Ballet de Lorraine’s Tristan Ihne has been dancing professionally for almost 20 years. However on July 26, he gave a efficiency in contrast to any he’d performed earlier than: Together with about 200 different dancers, he danced atop a golden platform stuffed with water subsequent to the Seine river in an 8-minute piece by Maud Le Pladec, as a part of the Olympic Opening Ceremony in Paris.
“The very best half for me was to really feel the power of the group,” he says. “Right here we had been along with generations combined and coaching types combined. It was wonderful.” He’d by no means taken half in such a big efficiency, or danced for such a large world viewers. “There’s nothing to check it to,” he says.
That group power led not solely to a memorable spectacle but in addition to a special sort of French custom: the specter of a strike, filed by the French performing artists’ union SFA-CGT. When the dancers started rehearsing collectively a couple of days earlier than the ceremony, they realized the quantity they had been being paid for broadcast rights diversified broadly—from 60 to 1,600 euros. The protesting dancers additionally wished touring and housing bills paid for. “The collective settlement specifies that in case you rent somebody coming from greater than 40 kilometers away, they need to get their bills coated,” says Ihne, who participated within the protests. Ultimately, occasion organizers met among the calls for, and the dancers dropped their risk to strike.
Dancer Magali Brito—a performer with aerial dance troupe Compagnie Retouramont, which carried out through the ceremony on the scaffolding of the Notre Dame Cathedral and with the heavy-metal band Gojira in beheaded Marie Antoinette costumes—says that whereas she feels for the dancers, their increase appeared comparatively minor in comparison with greater points surrounding the Video games. “I might have favored to have a strike in regards to the rights of lots of people in Paris that had been fully distorted,” she says, highlighting the 1000’s with out everlasting housing who had been despatched out of Paris forward of the Video games.
Nonetheless, she was completely satisfied to participate within the ceremony—even when not every part went precisely to plan.

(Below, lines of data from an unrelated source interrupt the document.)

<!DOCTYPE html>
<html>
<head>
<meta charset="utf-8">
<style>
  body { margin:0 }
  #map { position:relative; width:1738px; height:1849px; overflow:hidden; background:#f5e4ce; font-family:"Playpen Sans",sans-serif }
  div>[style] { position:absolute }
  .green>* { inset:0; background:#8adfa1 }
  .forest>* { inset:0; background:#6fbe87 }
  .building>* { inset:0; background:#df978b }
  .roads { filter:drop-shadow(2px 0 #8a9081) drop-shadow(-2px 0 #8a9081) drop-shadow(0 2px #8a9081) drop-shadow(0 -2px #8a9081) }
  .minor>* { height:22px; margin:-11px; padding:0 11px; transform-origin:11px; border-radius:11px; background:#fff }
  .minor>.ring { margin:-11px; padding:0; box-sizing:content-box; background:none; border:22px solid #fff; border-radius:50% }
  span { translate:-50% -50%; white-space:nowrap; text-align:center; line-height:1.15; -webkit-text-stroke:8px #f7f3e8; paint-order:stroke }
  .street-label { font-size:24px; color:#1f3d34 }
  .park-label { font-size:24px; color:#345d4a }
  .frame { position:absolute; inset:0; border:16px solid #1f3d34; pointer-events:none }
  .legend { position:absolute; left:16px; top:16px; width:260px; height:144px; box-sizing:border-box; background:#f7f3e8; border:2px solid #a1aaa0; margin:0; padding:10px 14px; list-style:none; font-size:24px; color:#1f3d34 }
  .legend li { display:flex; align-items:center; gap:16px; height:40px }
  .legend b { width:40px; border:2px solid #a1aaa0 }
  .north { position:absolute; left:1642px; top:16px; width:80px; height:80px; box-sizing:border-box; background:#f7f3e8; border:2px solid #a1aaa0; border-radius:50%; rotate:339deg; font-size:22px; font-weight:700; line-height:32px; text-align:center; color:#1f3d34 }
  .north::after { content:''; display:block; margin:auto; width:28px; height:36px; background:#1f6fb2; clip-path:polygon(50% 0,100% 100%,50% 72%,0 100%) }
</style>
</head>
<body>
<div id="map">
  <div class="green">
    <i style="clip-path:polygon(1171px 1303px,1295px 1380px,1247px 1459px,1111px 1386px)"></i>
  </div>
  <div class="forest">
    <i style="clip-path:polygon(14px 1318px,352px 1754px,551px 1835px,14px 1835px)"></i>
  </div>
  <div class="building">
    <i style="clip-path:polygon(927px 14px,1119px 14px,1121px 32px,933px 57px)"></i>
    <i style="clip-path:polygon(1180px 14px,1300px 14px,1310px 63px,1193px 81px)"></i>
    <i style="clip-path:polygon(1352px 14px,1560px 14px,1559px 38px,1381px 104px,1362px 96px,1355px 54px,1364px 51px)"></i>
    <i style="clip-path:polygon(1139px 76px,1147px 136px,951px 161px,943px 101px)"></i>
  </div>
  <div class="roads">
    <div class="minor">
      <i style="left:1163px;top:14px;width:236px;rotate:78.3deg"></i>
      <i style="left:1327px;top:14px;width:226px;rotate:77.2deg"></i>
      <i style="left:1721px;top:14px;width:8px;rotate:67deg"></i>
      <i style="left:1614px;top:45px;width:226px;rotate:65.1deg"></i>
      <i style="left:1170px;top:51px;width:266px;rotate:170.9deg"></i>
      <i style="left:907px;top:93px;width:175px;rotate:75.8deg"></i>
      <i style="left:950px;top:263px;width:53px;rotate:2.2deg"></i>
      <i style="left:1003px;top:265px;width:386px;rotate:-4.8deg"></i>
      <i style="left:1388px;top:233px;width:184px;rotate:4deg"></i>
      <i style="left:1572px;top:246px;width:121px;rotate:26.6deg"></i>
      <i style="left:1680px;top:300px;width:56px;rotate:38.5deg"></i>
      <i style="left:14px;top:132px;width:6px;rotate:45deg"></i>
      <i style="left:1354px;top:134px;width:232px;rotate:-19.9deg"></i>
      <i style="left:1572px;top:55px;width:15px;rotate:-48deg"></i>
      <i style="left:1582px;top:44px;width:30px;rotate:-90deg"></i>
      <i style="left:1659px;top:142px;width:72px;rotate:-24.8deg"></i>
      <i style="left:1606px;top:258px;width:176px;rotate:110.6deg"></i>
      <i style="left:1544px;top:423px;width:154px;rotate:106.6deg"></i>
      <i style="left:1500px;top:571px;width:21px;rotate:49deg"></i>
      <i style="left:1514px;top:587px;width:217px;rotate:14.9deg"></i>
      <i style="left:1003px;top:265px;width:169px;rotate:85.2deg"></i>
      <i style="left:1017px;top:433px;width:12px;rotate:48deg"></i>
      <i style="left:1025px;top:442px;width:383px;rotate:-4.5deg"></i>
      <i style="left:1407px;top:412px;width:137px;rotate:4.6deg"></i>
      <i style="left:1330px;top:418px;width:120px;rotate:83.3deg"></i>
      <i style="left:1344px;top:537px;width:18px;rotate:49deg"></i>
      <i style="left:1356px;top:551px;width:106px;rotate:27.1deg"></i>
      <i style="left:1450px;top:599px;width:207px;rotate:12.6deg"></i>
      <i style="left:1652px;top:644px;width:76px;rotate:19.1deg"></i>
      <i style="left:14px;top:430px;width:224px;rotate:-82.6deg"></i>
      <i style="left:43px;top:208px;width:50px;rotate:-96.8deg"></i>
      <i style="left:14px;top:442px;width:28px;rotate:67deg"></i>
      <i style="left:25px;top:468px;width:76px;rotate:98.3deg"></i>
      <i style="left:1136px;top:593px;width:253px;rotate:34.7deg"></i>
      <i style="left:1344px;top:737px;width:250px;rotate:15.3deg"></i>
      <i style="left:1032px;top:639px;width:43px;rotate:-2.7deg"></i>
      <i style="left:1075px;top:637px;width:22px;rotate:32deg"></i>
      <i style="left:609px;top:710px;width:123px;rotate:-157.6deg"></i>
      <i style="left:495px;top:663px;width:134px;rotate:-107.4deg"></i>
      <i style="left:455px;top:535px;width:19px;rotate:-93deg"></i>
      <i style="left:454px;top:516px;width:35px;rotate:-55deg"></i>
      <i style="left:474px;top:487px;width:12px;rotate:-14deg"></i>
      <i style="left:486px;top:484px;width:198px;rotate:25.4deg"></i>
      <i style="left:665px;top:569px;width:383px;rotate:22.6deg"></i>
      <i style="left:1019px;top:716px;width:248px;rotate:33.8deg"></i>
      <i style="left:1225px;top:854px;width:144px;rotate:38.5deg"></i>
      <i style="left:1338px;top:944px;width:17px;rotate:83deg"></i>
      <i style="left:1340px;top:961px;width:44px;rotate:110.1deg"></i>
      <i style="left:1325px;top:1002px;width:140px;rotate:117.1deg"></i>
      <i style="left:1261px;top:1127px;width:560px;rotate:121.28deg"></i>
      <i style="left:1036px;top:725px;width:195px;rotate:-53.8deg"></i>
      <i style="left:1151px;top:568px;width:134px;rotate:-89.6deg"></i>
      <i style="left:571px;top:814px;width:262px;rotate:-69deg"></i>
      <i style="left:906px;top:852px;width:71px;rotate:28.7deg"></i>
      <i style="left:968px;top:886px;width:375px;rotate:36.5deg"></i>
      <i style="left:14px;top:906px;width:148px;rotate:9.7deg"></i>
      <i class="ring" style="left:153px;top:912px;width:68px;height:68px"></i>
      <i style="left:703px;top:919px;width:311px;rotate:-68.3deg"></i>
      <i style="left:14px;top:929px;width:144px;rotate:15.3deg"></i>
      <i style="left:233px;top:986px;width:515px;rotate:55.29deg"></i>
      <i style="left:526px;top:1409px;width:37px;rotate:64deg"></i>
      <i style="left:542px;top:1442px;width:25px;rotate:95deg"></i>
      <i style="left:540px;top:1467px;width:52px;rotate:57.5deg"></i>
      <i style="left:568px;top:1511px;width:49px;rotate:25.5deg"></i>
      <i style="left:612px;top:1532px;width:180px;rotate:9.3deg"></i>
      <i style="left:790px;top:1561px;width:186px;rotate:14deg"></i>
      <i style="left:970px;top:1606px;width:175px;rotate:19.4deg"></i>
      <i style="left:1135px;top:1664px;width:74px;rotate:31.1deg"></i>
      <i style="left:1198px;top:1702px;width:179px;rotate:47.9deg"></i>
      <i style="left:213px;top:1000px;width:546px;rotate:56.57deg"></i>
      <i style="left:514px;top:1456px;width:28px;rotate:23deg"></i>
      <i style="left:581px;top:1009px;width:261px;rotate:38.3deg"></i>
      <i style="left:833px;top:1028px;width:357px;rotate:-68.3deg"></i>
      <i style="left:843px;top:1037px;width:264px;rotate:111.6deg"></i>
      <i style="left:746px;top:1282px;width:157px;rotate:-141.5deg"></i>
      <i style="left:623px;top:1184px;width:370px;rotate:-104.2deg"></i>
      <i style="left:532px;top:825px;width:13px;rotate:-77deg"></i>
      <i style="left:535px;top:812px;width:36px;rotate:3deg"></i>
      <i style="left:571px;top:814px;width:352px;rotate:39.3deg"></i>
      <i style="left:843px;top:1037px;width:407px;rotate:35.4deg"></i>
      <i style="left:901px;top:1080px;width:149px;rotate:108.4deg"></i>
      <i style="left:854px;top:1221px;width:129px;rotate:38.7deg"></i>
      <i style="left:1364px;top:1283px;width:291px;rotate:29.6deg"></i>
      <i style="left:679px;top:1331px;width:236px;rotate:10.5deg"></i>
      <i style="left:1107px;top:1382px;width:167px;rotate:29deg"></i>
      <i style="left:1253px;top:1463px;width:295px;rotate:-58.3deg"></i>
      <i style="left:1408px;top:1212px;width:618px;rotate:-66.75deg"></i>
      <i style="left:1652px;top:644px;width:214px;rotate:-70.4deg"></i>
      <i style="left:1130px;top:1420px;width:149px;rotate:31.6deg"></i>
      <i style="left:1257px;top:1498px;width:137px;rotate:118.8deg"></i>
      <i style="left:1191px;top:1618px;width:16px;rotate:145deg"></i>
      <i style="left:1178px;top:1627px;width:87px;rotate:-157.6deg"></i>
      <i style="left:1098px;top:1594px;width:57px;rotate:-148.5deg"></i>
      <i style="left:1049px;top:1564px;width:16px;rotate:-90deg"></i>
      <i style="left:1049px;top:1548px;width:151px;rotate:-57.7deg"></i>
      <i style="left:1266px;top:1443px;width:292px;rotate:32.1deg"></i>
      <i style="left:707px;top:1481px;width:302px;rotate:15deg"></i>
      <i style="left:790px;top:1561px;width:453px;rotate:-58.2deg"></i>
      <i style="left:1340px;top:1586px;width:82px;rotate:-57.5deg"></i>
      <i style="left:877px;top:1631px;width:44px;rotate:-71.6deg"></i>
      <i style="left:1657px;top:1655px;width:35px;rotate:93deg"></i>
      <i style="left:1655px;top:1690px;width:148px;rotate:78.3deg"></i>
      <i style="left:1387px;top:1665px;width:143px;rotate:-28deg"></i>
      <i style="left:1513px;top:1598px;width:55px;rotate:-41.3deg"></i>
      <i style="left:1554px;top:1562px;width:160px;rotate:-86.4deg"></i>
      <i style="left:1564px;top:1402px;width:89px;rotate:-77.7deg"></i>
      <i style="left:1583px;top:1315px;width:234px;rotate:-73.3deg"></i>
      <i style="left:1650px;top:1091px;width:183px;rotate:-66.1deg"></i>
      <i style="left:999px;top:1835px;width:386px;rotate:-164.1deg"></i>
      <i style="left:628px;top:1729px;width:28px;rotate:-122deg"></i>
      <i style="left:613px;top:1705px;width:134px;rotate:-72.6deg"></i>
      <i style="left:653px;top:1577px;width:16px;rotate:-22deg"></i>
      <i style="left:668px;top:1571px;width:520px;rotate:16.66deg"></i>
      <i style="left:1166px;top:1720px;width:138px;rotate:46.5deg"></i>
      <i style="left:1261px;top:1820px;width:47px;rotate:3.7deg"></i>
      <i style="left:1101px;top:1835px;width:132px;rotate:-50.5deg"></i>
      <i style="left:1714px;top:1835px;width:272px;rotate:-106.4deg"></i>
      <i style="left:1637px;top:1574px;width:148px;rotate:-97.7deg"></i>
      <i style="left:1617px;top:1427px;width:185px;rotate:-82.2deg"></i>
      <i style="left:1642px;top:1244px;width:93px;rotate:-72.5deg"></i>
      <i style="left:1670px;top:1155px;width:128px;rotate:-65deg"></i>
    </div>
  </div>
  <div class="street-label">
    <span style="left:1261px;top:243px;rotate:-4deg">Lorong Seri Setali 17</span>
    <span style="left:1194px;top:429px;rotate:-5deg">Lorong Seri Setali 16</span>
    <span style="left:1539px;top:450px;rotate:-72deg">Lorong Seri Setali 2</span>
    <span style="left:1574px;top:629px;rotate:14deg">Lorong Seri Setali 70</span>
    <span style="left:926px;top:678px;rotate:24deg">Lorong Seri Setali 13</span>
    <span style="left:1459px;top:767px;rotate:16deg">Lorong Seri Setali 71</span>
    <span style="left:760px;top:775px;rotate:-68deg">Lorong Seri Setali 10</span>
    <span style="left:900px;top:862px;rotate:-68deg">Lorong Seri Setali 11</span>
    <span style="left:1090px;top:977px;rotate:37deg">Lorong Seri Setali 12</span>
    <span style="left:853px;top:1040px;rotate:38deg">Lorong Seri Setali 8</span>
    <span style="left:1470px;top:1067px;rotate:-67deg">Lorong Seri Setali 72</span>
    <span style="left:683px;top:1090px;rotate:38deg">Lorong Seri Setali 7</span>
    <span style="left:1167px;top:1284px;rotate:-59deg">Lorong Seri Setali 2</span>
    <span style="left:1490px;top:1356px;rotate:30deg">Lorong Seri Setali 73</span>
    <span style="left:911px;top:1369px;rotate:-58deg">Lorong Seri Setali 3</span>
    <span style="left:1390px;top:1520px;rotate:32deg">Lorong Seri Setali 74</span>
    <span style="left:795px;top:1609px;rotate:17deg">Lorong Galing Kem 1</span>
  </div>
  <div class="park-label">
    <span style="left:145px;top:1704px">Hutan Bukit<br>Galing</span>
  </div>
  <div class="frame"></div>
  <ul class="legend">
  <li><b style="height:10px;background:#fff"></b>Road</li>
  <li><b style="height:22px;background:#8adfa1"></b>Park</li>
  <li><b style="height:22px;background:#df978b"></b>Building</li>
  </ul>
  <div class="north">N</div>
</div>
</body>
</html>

As an illustration, Brito says she and the opposite dancers of Retouramont had been alleged to be suspended alongside the partitions of the constructing through the Gojira live performance. “However after safety issues, they didn’t authorize us to be hanging on the partitions, so we simply did some poses within the home windows with costumes,” she says.

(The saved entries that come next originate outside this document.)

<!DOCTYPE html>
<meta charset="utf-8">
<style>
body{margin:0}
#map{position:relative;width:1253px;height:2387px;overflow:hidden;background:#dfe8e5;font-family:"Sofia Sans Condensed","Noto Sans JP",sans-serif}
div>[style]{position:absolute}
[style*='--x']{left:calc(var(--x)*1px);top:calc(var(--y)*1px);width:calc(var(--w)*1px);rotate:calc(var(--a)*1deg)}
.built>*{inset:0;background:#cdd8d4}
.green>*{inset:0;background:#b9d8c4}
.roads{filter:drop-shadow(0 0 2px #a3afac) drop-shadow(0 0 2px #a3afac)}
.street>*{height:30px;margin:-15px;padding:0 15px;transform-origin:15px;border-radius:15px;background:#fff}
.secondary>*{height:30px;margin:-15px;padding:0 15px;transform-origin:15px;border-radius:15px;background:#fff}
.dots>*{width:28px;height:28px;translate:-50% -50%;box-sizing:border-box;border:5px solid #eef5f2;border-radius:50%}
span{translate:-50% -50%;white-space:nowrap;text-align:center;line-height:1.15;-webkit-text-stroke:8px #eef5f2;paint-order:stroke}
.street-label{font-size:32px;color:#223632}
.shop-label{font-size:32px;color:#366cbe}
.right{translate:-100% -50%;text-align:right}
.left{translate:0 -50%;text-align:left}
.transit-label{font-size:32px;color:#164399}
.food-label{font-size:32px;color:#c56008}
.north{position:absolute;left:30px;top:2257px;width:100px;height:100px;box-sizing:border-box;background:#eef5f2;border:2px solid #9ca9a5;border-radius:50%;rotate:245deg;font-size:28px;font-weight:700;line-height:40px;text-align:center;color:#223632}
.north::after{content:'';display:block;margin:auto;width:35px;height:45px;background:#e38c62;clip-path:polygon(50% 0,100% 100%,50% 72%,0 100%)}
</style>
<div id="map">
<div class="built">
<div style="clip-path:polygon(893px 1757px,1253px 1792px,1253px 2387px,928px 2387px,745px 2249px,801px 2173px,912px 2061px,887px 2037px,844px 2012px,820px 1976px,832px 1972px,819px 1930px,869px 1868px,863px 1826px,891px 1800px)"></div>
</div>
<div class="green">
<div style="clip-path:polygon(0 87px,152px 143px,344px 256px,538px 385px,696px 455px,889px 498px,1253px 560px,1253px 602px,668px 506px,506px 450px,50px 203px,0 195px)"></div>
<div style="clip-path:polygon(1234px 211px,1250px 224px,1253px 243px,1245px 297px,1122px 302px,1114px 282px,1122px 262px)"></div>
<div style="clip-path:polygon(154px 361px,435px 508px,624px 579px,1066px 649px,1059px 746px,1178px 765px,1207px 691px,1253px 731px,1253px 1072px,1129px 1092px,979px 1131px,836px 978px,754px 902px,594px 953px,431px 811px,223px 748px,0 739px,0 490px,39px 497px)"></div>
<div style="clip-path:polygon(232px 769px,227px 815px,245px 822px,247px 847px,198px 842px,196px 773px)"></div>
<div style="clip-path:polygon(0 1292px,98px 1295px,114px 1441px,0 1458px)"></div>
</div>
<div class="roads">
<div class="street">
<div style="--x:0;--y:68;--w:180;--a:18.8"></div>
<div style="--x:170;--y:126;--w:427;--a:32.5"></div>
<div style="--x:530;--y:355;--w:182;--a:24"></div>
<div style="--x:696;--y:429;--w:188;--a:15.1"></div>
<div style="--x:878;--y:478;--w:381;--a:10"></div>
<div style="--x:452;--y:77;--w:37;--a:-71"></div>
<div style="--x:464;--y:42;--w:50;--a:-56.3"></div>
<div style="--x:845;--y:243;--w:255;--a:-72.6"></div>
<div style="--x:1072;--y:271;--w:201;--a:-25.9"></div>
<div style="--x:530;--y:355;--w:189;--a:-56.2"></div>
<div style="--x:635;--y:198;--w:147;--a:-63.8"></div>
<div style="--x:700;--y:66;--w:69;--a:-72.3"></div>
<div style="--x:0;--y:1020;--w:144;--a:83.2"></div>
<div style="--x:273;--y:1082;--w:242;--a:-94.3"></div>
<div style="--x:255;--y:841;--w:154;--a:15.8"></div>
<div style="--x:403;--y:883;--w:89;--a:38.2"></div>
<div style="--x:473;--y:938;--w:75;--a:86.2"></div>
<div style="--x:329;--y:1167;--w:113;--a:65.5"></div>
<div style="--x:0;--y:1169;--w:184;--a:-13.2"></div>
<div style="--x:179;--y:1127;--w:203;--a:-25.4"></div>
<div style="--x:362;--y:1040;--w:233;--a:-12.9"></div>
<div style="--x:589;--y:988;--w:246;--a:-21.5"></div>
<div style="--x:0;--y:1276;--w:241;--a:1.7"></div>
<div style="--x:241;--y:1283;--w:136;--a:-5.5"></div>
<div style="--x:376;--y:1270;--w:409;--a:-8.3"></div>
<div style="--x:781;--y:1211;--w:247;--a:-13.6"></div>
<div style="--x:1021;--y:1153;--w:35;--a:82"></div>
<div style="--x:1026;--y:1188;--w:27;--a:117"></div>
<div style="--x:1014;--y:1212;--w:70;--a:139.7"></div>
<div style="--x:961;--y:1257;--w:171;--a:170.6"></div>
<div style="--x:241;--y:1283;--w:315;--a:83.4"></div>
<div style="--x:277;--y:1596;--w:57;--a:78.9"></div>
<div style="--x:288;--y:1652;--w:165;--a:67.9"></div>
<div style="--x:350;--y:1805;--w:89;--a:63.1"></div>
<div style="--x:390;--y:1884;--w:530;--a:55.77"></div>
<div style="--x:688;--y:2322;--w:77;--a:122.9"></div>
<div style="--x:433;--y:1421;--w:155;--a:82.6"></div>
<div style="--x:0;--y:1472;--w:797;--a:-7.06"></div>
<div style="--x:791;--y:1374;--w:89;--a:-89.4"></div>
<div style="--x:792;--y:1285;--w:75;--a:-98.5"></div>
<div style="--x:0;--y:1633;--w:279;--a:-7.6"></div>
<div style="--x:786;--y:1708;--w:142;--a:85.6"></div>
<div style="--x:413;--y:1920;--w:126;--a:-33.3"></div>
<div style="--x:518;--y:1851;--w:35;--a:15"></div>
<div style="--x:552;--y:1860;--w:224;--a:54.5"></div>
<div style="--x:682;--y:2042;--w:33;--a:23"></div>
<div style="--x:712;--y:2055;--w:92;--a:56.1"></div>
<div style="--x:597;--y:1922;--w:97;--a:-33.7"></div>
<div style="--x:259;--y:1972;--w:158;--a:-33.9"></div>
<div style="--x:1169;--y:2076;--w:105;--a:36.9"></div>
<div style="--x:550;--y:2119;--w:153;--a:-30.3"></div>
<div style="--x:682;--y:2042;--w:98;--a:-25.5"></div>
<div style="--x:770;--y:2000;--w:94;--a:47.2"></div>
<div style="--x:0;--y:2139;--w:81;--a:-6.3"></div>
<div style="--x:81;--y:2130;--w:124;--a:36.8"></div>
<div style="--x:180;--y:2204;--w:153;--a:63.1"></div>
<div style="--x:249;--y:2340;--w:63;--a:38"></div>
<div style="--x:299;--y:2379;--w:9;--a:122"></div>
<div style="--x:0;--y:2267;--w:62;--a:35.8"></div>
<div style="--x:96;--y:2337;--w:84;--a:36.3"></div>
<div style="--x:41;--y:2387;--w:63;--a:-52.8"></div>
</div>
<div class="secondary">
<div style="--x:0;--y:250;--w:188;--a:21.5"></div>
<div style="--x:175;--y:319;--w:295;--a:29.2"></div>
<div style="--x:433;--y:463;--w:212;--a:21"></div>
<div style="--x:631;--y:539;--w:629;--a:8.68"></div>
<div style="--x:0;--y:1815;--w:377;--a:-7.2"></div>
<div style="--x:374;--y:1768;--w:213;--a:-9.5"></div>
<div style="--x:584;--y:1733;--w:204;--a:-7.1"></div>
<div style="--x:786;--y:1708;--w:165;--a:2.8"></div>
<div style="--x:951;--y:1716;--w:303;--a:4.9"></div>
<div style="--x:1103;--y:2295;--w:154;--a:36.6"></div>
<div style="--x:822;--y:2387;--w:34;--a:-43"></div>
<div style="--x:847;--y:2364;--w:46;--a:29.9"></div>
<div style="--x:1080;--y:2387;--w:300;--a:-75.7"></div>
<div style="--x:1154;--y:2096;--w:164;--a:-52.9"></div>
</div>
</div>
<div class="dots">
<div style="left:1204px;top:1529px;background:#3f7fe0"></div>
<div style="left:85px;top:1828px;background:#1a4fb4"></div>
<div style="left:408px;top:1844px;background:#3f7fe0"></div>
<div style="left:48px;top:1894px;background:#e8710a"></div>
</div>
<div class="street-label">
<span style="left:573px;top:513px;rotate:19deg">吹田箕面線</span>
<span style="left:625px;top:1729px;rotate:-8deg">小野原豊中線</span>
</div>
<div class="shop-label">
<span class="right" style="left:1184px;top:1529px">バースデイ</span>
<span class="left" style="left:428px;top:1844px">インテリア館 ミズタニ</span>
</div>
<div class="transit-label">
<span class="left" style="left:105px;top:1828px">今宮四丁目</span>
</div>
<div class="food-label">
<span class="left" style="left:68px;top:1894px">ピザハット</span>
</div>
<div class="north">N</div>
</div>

There was additionally the notorious rain through the ceremony, which triggered main issues particularly for dancers of the Moulin Rouge, who had been acting on a slick floor proper on the fringe of the river. “For us, it was okay as a result of we had been going to carry out within the water anyway,” Ihne says. “However for different dancers, it made it tougher—I give them much more credit score.”
Brito says that for her and lots of the dancers, any additional challenges had been value it to participate in a ceremony that made such a press release. “Politically, it was fairly essential to have the ability to take part on this occasion,” she says. “In France, we simply had new elections, and it felt good to have the ability to participate in one thing displaying individuals of each coloration, each physique sort, and each gender.”